Bond villain vs shark. Fight takes place in a special arena that is water to shark Jaws and land to Bond Jaws. That is to say, Bond Jaws see's a shark flying through the air, and shark Jaws see's a man standing on the bottom of the ocean. who wins?
Bond villain vs shark. Fight takes place in a special arena that is water to shark Jaws and land to Bond Jaws. That is to say, Bond Jaws see's a shark flying through the air, and shark Jaws see's a man standing on the bottom of the ocean. who wins?
Jaws wins.
Witch version of the shark is it?
If it's the one from revenge then Bond Jaws pokes him and he explodes
Bond Jaws, once he gets his hands around Shark Jaws. The dude's feats are insane.
So Bond Jaws suffers none of the effects of being underwater- no air, slower movement, etc? Ok, but shark Jaws still wins. He is a 25-foot long 3-ton great white shark for god's sake, and would bite Bond Jaws in half in seconds. Bond Jaws might be able to bite through metal but he isn't nearly fast enough to win this, and he might rip a few pieces of the fins or tail off but when it comes to the vital areas there is too much large flat surface area for him to wrap his teeth around.

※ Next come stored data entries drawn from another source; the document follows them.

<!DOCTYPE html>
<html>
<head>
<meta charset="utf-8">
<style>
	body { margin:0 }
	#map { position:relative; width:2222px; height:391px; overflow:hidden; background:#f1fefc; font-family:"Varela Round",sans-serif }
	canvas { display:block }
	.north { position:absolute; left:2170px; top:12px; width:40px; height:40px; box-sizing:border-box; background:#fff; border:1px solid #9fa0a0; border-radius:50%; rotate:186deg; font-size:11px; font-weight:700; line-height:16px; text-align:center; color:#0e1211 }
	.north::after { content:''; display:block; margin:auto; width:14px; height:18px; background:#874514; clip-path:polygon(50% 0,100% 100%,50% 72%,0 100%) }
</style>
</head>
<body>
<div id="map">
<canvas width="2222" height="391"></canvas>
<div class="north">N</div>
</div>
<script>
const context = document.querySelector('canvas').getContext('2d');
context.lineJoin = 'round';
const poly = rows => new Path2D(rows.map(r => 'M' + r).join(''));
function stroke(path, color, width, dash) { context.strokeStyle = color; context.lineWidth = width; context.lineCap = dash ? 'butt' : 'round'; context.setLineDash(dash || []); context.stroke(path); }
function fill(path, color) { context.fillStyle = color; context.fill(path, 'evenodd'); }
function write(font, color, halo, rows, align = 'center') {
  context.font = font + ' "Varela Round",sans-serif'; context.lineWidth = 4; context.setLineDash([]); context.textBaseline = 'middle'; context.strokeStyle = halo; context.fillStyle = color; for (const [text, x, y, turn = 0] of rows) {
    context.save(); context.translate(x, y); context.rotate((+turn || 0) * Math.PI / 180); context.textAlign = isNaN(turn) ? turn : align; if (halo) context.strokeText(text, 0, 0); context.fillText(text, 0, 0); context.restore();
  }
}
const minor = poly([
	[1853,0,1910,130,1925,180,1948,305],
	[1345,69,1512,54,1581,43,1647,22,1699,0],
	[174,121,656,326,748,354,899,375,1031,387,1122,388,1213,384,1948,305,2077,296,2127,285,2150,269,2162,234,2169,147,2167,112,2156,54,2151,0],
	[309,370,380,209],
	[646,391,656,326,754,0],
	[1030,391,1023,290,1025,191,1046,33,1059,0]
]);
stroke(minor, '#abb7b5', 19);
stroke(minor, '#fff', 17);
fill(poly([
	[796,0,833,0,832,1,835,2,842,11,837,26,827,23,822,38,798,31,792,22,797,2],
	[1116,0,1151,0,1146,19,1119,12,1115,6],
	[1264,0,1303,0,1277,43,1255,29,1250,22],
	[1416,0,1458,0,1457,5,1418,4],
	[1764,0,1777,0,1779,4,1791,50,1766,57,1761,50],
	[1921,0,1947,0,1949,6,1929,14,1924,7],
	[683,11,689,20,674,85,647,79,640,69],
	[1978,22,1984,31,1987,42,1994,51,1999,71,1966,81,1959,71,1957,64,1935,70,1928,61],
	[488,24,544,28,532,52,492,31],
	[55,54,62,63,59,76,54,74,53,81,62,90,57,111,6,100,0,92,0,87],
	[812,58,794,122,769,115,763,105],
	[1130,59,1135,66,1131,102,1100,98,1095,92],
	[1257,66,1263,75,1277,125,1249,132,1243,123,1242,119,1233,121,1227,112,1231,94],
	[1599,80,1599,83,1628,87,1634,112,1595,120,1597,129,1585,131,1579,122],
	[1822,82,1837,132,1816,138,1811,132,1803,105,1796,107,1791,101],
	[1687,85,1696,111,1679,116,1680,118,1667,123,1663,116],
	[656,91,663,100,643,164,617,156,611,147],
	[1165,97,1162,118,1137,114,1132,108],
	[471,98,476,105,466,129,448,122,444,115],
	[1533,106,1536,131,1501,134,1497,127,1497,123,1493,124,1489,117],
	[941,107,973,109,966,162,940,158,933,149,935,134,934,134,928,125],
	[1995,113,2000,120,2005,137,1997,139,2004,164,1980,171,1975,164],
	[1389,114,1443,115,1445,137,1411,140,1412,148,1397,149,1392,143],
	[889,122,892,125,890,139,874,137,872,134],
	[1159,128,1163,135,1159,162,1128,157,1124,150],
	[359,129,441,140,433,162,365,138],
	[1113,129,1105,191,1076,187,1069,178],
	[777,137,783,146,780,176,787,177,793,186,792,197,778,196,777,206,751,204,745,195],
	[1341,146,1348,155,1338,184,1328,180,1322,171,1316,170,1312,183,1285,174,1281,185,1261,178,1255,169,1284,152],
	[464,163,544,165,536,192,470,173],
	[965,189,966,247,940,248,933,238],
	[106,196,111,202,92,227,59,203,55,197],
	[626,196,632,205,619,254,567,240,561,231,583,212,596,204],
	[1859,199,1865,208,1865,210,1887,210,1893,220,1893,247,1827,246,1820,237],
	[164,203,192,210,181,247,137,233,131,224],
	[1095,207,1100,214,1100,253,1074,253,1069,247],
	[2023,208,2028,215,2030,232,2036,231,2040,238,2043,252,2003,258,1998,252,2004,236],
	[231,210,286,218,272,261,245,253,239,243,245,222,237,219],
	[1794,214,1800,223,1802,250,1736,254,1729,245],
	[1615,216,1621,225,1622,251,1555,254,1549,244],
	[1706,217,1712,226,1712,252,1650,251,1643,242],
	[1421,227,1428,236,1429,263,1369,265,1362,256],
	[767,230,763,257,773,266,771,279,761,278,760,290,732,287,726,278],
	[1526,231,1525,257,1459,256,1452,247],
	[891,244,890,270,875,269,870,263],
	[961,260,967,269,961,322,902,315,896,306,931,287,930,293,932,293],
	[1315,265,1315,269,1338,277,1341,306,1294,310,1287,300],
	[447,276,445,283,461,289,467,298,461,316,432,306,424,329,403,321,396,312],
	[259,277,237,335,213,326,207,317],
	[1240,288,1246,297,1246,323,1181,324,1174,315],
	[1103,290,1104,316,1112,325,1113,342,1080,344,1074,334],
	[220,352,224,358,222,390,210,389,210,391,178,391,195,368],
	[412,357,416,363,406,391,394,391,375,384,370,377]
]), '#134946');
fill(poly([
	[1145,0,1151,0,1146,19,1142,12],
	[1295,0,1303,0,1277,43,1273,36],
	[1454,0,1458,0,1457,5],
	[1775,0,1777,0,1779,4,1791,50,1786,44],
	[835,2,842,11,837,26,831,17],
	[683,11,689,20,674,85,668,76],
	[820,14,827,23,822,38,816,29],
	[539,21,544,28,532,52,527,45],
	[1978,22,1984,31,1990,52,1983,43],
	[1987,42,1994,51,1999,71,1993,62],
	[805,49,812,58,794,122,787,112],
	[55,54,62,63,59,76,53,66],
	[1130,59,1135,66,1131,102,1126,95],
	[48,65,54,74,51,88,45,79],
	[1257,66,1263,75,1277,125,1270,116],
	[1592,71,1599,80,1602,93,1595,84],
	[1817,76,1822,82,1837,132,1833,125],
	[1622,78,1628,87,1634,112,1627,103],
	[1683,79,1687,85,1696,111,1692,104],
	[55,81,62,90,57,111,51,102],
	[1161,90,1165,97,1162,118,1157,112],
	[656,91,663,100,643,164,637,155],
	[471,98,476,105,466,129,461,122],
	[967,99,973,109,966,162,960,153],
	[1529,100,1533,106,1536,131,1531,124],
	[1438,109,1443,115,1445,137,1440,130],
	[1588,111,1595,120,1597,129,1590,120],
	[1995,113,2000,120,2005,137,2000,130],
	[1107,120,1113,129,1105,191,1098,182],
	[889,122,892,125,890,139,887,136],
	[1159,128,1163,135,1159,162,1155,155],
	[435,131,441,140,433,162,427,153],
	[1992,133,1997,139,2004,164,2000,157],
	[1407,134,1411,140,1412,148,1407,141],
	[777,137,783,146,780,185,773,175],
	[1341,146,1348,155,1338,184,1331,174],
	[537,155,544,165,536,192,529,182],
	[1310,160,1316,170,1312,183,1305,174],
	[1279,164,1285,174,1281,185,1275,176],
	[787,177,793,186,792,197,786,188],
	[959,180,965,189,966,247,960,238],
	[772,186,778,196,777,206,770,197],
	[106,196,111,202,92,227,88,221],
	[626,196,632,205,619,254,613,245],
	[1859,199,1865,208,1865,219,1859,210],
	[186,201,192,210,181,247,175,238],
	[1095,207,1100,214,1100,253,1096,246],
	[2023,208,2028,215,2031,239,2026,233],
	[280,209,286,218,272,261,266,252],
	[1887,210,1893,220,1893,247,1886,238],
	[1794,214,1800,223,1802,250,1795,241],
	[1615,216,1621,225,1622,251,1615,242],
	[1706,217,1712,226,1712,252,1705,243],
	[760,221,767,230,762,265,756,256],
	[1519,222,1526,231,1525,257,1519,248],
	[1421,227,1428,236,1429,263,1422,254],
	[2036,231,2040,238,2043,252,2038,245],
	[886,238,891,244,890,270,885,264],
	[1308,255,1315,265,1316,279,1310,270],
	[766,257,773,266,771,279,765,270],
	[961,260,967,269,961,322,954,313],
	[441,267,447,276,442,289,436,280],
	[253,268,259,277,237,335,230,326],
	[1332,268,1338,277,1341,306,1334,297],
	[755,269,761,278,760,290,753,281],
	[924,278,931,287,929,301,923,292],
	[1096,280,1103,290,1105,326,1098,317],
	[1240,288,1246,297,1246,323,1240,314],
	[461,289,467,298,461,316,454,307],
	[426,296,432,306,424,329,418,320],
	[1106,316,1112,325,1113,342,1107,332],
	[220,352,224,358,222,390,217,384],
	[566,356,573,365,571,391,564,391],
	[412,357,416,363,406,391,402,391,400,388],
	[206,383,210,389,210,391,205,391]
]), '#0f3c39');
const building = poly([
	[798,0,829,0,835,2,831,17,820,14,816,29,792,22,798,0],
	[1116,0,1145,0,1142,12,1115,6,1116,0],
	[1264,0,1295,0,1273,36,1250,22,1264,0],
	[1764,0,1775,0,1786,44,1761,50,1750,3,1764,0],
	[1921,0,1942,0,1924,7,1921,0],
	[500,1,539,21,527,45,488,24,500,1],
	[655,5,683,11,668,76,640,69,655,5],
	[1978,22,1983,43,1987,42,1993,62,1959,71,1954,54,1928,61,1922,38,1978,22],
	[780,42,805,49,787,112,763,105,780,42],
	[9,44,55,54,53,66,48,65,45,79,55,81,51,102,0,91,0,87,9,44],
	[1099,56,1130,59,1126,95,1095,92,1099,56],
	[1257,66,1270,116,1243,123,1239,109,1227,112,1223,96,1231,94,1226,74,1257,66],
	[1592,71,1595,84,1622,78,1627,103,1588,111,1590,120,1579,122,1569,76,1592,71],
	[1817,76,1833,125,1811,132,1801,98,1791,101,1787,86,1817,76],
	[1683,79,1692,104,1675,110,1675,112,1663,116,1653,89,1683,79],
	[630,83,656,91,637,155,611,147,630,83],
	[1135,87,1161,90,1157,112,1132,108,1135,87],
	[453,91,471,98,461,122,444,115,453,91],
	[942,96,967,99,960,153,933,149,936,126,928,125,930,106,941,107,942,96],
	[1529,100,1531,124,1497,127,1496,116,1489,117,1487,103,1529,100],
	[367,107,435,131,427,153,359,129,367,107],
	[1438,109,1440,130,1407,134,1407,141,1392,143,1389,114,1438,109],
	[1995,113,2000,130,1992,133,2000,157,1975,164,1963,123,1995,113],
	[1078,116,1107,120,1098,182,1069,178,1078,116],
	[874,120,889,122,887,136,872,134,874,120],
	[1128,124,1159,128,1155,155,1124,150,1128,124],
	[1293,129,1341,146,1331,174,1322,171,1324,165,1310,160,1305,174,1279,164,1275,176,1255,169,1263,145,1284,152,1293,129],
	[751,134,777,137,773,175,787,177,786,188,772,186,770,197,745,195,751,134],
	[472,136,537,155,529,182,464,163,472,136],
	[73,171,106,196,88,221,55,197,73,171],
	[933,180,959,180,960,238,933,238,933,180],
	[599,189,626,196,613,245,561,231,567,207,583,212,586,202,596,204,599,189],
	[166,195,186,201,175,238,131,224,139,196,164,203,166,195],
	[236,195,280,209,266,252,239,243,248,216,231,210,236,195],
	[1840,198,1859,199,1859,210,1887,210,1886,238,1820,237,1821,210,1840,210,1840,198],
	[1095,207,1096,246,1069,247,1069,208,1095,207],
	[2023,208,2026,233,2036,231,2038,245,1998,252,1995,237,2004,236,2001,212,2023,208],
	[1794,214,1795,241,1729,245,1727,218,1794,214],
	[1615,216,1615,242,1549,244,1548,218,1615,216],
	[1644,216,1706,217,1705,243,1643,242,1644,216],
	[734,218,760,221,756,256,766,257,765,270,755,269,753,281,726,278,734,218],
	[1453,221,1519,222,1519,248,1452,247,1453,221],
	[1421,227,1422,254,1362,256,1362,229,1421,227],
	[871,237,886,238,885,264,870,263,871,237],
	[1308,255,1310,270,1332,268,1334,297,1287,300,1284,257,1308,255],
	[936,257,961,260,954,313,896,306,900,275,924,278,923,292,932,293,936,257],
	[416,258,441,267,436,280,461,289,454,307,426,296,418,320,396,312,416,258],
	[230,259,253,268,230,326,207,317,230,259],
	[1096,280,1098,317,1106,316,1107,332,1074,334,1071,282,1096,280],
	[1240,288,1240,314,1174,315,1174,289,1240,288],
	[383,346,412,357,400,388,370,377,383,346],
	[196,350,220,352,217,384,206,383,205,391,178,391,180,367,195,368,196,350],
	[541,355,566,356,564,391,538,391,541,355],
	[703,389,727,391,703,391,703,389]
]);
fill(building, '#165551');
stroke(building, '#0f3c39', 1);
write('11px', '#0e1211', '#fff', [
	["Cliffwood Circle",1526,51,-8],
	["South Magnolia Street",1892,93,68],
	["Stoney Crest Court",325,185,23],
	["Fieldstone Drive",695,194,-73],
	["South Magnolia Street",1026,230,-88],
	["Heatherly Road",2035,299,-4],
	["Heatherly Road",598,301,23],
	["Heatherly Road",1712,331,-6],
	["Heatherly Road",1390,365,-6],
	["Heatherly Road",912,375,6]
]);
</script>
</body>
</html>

Bond Jaws picks up a multi-ton solid-steel cable-car wheel. He falls off of thousand-foot-high waterfalls with no mark. He gets run into by a van and stops the van. He goes off of high cliffs in a car that explodes, and dusts off his suit. He survives the collapse of a sea-floor evil lair by swimming out of it. And, you know, falls from freaking orbit. In his one encounter with an admittedly-much-smaller great white shark, he kills it trivially.

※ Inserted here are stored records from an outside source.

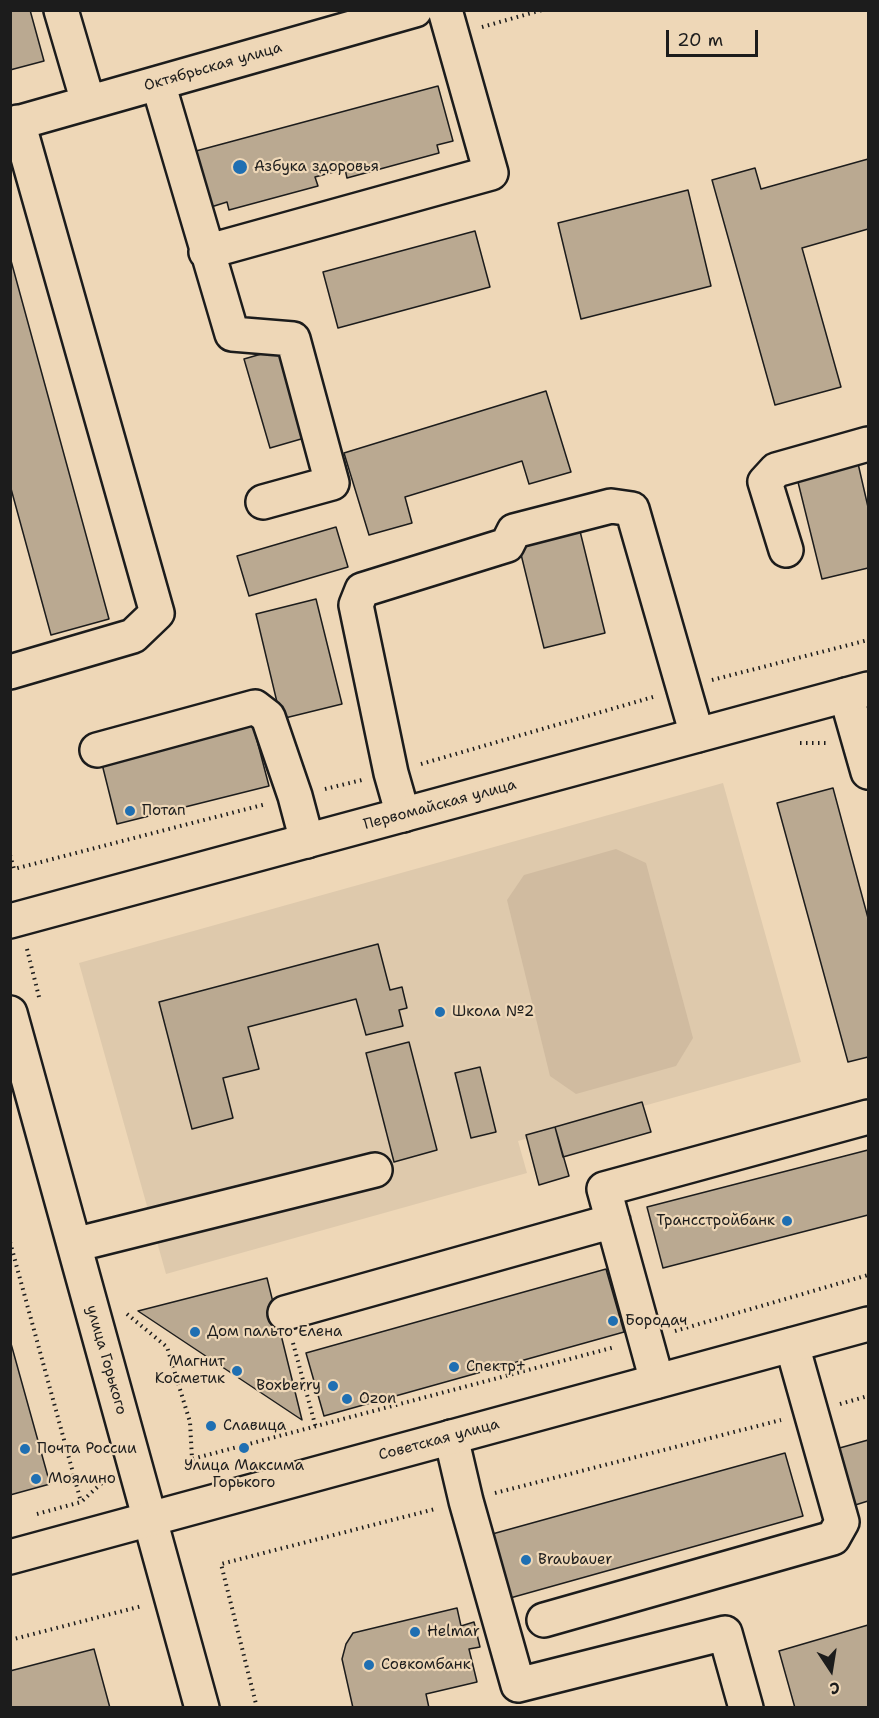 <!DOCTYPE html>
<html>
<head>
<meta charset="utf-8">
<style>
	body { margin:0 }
	#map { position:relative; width:879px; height:1718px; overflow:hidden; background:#eed7b7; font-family:"Shantell Sans",sans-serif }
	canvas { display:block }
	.frame { position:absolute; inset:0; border:12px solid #1c1c1c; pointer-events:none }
	.north { position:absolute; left:801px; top:1640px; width:60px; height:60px; -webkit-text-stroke:4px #eed7b7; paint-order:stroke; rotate:168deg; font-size:16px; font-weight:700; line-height:24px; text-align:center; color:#1c1c1c }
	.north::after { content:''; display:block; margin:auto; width:21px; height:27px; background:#1c1c1c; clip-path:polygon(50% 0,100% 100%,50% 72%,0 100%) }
	.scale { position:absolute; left:666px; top:30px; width:92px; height:27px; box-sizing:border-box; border:3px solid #1c1c1c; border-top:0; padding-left:8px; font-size:18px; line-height:21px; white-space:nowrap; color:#1c1c1c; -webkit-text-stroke:4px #eed7b7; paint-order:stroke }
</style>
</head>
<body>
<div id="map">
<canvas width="879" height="1718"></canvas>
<div class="frame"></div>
<div class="north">С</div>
<div class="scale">20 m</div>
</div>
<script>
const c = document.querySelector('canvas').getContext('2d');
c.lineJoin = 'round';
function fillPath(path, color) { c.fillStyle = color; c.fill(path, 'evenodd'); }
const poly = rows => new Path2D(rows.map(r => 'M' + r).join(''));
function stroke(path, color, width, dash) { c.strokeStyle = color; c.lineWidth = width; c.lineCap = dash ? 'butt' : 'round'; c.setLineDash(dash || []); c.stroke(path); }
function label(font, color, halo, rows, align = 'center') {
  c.font = font + ' "Shantell Sans",sans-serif'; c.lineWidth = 4.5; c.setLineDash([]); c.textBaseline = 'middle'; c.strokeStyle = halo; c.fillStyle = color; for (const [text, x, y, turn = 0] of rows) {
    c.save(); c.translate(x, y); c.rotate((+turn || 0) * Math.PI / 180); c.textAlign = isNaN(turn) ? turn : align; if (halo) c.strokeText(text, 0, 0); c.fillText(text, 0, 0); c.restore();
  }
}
const built = poly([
	[723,783,801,1062,518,1141,527,1173,166,1274,79,963]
]);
const green = poly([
	[616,849,646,863,693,1038,676,1066,576,1094,550,1076,507,900,524,875]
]);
const building = poly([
	[30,10,44,61,10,70,10,11,30,10],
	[438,86,453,141,437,145,439,153,347,178,345,169,315,177,318,186,229,210,227,202,211,207,196,151,438,86],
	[868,159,868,229,802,248,841,387,775,405,712,180,755,168,761,189,868,159],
	[688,190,711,286,581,319,558,223,688,190],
	[475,231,490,287,338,328,323,272,475,231],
	[10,257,109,619,51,635,10,485,10,257],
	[282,348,308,437,270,448,244,359,282,348],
	[546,391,571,472,529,484,522,461,405,497,412,523,369,535,344,453,546,391],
	[857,459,868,507,868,568,822,579,796,474,857,459],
	[336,527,348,567,249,596,237,556,336,527],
	[579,527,605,633,544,648,518,542,579,527],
	[316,599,342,704,281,719,256,614,316,599],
	[253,725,269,786,117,824,102,764,253,725],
	[833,788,868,918,868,1057,848,1062,777,803,833,788],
	[378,944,390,990,402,987,407,1008,399,1010,403,1026,366,1035,356,999,248,1027,259,1069,223,1078,233,1118,192,1129,159,1002,378,944],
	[409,1042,437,1150,394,1162,366,1053,409,1042],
	[480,1067,496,1132,471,1138,455,1073,480,1067],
	[642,1102,651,1132,563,1157,555,1127,642,1102],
	[555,1127,569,1176,539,1185,526,1135,555,1127],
	[868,1150,868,1215,663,1268,647,1207,868,1150],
	[606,1269,624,1332,324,1416,306,1353,606,1269],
	[267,1278,302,1420,138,1311,267,1278],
	[10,1340,50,1484,10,1495,10,1340],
	[868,1440,868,1501,852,1506,836,1449,868,1440],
	[785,1453,803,1516,503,1600,485,1536,785,1453],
	[457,1608,461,1626,474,1622,480,1647,469,1649,477,1682,426,1694,429,1708,353,1708,342,1659,346,1644,353,1633,457,1608],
	[868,1625,868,1708,795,1708,779,1651,868,1625],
	[94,1649,110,1708,10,1708,10,1671,94,1649]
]);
const path = poly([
	[482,27,542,10],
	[712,680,868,640],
	[800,743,826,743],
	[421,764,653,697],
	[325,789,362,780],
	[10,855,14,869,266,804],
	[27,949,39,997],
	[10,1242,81,1502],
	[127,1314,167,1347,190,1422,192,1459,615,1347],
	[675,1331,868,1275],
	[293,1343,316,1428],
	[840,1404,868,1396],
	[495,1493,781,1420],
	[37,1514,81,1502,102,1483],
	[10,1640,142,1606],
	[257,1708,221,1564,435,1509]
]);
const minor = poly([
	[61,10,88,102],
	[158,83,232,334,293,339,332,483,263,502],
	[10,125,415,10],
	[206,252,491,173,445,10],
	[786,550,765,482,776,470,868,444],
	[10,672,133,636,157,613,18,122],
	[846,695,868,772],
	[97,750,255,707,268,717,295,796,307,841],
	[403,815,391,773,356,605,362,590,507,545,514,531,611,506,632,509,697,735],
	[10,1013,202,1708],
	[74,1245,375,1170],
	[285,1313,613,1221],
	[657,1381,604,1189,868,1117],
	[451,1437,466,1501,518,1685,725,1633,746,1708],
	[544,1620,833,1538,842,1522,792,1345]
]);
const major = poly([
	[10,921,868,689],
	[10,1557,868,1324]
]);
const markers = [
	[240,167,8,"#1f6fb2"],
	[130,811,6,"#1f6fb2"],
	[440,1012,6,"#1f6fb2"],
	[787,1221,6,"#1f6fb2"],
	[613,1321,6,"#1f6fb2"],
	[195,1332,6,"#1f6fb2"],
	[454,1367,6,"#1f6fb2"],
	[237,1371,6,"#1f6fb2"],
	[333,1386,6,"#1f6fb2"],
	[347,1399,6,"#1f6fb2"],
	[211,1426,6,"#1f6fb2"],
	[244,1448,6,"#1f6fb2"],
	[25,1449,6,"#1f6fb2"],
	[36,1479,6,"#1f6fb2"],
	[526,1560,6,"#1f6fb2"],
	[415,1632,6,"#1f6fb2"],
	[369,1665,6,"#1f6fb2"]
];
const streetNames = [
	["Октябрьская улица",213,67,-16],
	["Первомайская улица",440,805,-15],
	["улица Горького",106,1360,74],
	["Советская улица",439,1440,-15]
];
const poiNames = [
	["Азбука здоровья",254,167],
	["Потап",142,811],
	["Школа №2",452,1012],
	["Трансстройбанк",775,1221,"right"],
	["Бородач",625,1321],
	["Дом пальто Елена",207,1332],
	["Магнит",225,1362,"right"],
	["Косметик",225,1379,"right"],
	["Спектр+",466,1367],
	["Boxberry",321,1386,"right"],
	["Ozon",359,1399],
	["Славица",223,1426],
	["Почта России",37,1449],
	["Улица Максима",244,1466,"center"],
	["Горького",244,1483,"center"],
	["Моялино",48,1479],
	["Braubauer",538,1560],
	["Helmar",427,1632],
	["Совкомбанк",381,1665]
];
fillPath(built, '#dec9ac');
fillPath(green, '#d0bba0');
fillPath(building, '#baa991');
stroke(building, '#1c1c1c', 1.5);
stroke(minor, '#1c1c1c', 38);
stroke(major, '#1c1c1c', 38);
stroke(path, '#1c1c1c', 4, [1.5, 4.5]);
stroke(minor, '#eed7b7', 33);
stroke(major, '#eed7b7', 33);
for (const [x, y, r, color] of markers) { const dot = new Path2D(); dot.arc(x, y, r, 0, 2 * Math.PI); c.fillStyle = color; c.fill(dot); stroke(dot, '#eed7b7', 2); }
label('15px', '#1c1c1c', '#eed7b7', streetNames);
label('15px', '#1c1c1c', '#eed7b7', poiNames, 'left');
</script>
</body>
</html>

Because he was momentarily stunned after surviving the massive fall. That doesn't negate all the other feats. In a watery environment where his movements were limited, he somehow survived against the shark, clamped onto it with his bare hands and bit it to death. In this scenario, he has his full land movement. Bond Jaws survived things worse than what blew the movie "Jaws" shark to bits. Most likely, he clamps on and literally bites his way inside of it.
I guess I change my vote based on the feats for Bond Jaws recounted here, since it's been many years since I've seen those old Bond movies and the memory fades. I didn't realize those movies incorporated such cartoon level action at times, in stories that were supposed to take place in the real world. If the guy was that strong it's inconceivable that Bond ever beat or survived him.
Btw I do have fond memories of Richard Kiel playing two different antagonists on "Kolchak: The Night Stalker" since I have the series on VHS. He played an immortal Native American sorceror and a moss-covered swamp creature.
Bond villain henchmen are often somewhat superhuman - at least, they were back in the day (think of Oddjob crushing a golf ball and throwing his hat to behead a marble statue). And Jaws was by far the most exaggerated. He's probably why they toned that down later.
They have gone more with tech and trickery since, with Bond himself being pretty superhuman (certainly Craig and Brosnan).
Moore only ever "dealt with" Jaws thanks to trickery or environment. The electromagnet to pick him up and drop him in the shark tank, the cable-car crash, the boat-off-a-waterfall, the exploding car off a cliff, the lamp to electrocute his metal teeth. Anytime he challenged him physically he was humiliated, having his punches outright no-sold despite their usual one-punchiness, getting ragdolled by casual gestures, having his bullet caught in the guy's teeth once, etc. The only exception was a well-placed kick in the crotch, which served to slow Jaws down for a couple of seconds once. Outside of that, Jaws liked to do the horror-movie villain walk, just slowly and inexorably strolling towards his intended victim, and this gave Bond the time to get away a couple of times.
On top of that, the majority of his Parkour stuff is pretty superhuman, he's got superhuman swimming from Venice, etc.